EXERCISE. Keep the images out while you retype all of the data exactly.

SUPPLIED DATA.
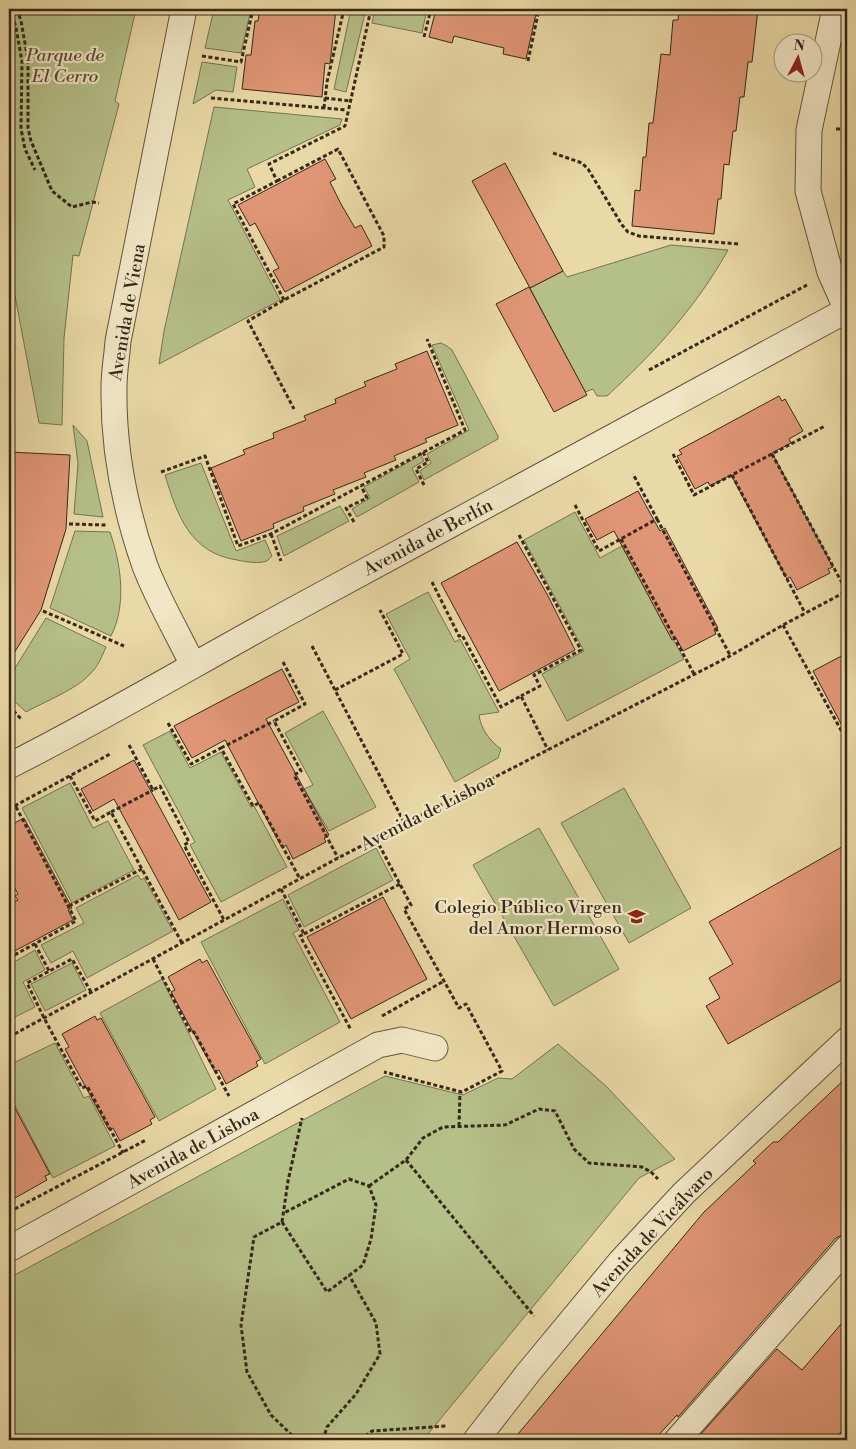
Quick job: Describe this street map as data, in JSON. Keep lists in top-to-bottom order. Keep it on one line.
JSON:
{"streets":{"street":["Avenida de Viena","Avenida de Berlín","Avenida de Lisboa","Avenida de Vicálvaro"]},"crossings":[["Avenida de Viena","Avenida de Berlín"]],"parks":["Parque de El Cerro"],"places":{"school or university":["Colegio Público Virgen del Amor Hermoso"]},"north":"top"}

FINISHED EXERCISE.
Quick job: Describe this street map as data, in JSON. Keep lists in top-to-bottom order. Keep it on one line.
JSON:
{"streets":{"street":["Avenida de Viena","Avenida de Berlín","Avenida de Lisboa","Avenida de Vicálvaro"]},"crossings":[["Avenida de Viena","Avenida de Berlín"]],"parks":["Parque de El Cerro"],"places":{"school or university":["Colegio Público Virgen del Amor Hermoso"]},"north":"top"}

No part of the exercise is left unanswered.